▶ _WORK TO COMPLETE_:
In the records, find every line with the word "Байдукова" and copy it out.

▶ _MATERIAL SHOWN_:
+===+

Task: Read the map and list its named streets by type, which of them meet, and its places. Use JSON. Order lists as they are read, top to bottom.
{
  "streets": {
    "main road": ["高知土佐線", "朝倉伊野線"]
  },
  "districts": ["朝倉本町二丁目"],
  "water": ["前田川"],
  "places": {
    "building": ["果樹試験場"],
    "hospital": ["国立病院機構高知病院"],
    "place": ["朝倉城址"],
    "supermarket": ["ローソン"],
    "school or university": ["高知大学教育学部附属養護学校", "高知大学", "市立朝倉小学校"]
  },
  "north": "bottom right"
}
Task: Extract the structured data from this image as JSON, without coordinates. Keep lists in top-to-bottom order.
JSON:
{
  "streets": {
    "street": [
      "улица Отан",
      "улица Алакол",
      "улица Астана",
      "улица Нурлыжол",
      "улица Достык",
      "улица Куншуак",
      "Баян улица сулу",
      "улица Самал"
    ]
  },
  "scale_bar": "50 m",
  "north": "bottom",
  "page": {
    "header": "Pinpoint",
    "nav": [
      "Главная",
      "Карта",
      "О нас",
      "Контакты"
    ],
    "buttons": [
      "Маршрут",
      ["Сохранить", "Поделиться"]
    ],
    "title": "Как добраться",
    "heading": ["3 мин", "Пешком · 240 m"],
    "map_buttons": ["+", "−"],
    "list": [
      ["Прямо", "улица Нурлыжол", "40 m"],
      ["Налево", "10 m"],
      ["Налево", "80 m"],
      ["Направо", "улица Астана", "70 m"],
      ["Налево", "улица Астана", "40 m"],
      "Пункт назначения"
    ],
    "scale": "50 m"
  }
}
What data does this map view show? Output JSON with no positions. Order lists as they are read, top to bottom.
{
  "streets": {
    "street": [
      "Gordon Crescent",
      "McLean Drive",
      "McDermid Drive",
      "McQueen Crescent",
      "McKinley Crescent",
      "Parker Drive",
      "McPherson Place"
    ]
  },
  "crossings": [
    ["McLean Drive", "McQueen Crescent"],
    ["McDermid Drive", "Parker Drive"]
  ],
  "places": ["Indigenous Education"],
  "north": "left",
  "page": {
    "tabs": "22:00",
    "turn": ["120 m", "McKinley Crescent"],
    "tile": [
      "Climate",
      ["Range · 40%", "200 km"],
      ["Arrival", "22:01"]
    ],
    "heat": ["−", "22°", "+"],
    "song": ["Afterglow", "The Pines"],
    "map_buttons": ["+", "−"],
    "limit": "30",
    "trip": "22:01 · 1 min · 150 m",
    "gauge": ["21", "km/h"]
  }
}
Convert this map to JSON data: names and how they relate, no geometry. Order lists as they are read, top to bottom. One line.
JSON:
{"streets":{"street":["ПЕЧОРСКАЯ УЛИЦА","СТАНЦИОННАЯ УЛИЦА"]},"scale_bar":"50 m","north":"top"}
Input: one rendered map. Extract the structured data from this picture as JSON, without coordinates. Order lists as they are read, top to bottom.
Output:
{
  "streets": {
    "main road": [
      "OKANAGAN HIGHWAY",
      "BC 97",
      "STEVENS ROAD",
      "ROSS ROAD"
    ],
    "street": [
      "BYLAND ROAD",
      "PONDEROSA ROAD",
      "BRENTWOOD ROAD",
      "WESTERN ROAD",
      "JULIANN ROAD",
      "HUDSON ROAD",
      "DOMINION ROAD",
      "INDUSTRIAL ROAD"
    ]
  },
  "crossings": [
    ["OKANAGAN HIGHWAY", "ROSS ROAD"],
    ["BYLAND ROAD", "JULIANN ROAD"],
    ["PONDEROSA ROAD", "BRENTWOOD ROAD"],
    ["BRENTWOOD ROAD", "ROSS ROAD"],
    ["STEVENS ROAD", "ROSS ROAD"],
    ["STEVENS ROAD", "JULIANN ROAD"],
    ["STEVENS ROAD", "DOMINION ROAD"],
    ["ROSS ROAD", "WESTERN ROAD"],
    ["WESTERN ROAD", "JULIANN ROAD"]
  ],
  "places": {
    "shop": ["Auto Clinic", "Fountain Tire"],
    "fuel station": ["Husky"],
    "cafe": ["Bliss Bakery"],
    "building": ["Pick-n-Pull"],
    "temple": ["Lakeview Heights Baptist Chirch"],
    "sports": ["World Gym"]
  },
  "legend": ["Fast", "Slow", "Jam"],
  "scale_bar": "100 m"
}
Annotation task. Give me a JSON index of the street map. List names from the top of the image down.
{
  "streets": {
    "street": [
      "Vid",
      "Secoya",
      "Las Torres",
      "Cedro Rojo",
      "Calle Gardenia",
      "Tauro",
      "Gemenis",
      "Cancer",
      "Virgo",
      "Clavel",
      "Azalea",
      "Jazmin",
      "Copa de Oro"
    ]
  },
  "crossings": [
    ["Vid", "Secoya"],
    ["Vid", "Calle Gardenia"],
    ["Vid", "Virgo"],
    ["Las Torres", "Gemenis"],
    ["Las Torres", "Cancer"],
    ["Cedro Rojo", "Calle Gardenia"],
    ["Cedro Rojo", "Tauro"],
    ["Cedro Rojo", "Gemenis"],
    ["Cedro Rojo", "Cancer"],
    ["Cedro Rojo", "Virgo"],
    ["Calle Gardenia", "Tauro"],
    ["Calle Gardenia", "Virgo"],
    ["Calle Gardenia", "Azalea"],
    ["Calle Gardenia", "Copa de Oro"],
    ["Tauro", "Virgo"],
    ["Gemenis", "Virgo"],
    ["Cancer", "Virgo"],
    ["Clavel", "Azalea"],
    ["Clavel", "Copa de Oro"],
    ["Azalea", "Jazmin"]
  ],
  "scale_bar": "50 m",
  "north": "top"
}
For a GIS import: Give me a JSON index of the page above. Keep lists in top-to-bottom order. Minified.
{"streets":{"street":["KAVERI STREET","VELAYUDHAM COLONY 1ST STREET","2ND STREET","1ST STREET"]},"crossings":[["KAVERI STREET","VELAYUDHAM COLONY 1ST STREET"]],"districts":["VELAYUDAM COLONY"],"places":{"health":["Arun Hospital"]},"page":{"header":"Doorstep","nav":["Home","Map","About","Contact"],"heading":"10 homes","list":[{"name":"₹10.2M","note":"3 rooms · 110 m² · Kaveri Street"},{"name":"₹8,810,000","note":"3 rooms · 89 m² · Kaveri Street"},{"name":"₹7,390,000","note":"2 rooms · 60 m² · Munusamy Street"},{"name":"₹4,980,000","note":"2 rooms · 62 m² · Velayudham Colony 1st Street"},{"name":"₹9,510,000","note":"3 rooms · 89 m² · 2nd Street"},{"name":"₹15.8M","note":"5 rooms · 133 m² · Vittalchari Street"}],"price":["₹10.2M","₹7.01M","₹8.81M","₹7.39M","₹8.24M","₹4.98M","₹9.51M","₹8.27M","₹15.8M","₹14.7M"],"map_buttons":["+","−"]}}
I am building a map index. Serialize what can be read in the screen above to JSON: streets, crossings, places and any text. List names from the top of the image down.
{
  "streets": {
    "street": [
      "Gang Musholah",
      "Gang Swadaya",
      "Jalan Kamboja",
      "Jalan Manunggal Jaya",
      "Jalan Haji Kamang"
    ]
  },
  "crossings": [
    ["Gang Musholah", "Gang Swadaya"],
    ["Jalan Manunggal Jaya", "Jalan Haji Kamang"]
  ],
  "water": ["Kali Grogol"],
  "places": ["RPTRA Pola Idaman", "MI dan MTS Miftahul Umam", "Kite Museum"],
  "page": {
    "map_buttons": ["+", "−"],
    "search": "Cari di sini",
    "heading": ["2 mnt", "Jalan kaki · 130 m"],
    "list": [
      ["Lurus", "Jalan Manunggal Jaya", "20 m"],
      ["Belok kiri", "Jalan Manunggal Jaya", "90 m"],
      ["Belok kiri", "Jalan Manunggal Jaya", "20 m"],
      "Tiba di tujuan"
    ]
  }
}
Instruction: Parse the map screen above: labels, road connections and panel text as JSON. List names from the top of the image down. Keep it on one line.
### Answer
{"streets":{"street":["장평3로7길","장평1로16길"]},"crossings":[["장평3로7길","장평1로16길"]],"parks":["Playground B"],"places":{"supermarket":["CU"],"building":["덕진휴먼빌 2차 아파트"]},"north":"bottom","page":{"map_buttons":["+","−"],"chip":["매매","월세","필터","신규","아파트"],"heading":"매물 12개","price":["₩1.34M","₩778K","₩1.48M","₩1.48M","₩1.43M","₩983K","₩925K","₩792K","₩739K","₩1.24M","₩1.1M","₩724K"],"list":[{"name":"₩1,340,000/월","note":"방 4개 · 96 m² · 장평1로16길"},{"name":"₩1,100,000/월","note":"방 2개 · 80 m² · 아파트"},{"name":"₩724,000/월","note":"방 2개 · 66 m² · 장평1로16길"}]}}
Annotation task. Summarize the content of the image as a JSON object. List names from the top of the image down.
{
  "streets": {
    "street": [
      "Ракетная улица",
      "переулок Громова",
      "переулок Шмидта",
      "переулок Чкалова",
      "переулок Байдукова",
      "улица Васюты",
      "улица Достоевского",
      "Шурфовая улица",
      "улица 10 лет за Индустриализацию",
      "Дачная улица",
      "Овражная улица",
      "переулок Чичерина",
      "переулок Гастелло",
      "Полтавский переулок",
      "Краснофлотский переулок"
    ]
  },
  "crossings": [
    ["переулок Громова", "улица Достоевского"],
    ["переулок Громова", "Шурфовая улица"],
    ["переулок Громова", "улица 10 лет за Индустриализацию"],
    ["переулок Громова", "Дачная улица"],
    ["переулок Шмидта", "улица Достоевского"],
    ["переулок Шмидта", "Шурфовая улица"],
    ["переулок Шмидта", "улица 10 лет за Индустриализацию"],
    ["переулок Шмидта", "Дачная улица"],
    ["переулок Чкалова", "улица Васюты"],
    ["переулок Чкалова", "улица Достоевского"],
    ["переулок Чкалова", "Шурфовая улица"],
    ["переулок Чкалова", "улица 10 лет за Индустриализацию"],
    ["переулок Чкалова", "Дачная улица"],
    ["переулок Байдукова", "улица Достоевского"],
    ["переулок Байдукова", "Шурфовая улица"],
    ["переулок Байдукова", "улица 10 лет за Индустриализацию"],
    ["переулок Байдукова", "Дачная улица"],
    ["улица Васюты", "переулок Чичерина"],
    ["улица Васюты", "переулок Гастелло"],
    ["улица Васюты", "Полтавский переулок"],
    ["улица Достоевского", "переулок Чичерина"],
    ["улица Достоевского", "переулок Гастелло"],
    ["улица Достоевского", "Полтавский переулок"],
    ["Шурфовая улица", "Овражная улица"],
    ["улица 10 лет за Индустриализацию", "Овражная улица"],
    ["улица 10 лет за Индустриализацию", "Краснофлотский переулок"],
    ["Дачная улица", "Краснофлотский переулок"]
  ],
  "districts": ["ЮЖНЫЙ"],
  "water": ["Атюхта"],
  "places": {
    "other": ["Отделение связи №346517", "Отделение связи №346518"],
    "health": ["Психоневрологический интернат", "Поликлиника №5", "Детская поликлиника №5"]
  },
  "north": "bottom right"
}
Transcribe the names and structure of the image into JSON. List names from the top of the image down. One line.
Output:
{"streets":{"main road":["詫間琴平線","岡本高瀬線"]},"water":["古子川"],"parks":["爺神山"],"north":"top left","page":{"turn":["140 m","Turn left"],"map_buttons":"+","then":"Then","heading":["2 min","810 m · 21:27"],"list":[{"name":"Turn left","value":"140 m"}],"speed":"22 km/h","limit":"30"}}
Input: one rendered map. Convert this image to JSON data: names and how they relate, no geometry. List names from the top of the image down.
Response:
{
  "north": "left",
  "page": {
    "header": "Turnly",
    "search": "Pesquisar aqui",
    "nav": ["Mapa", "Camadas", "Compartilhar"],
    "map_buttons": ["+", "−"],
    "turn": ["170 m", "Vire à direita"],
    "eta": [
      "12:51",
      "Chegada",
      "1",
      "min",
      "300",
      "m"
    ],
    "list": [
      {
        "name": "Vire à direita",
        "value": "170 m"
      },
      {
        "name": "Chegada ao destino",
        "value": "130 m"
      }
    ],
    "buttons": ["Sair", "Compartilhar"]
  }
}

+===+

▶ _ANSWER FOR THE TASK_:
      "переулок Байдукова",
    ["переулок Байдукова", "улица Достоевского"],
    ["переулок Байдукова", "Шурфовая улица"],
    ["переулок Байдукова", "улица 10 лет за Индустриализацию"],
    ["переулок Байдукова", "Дачная улица"],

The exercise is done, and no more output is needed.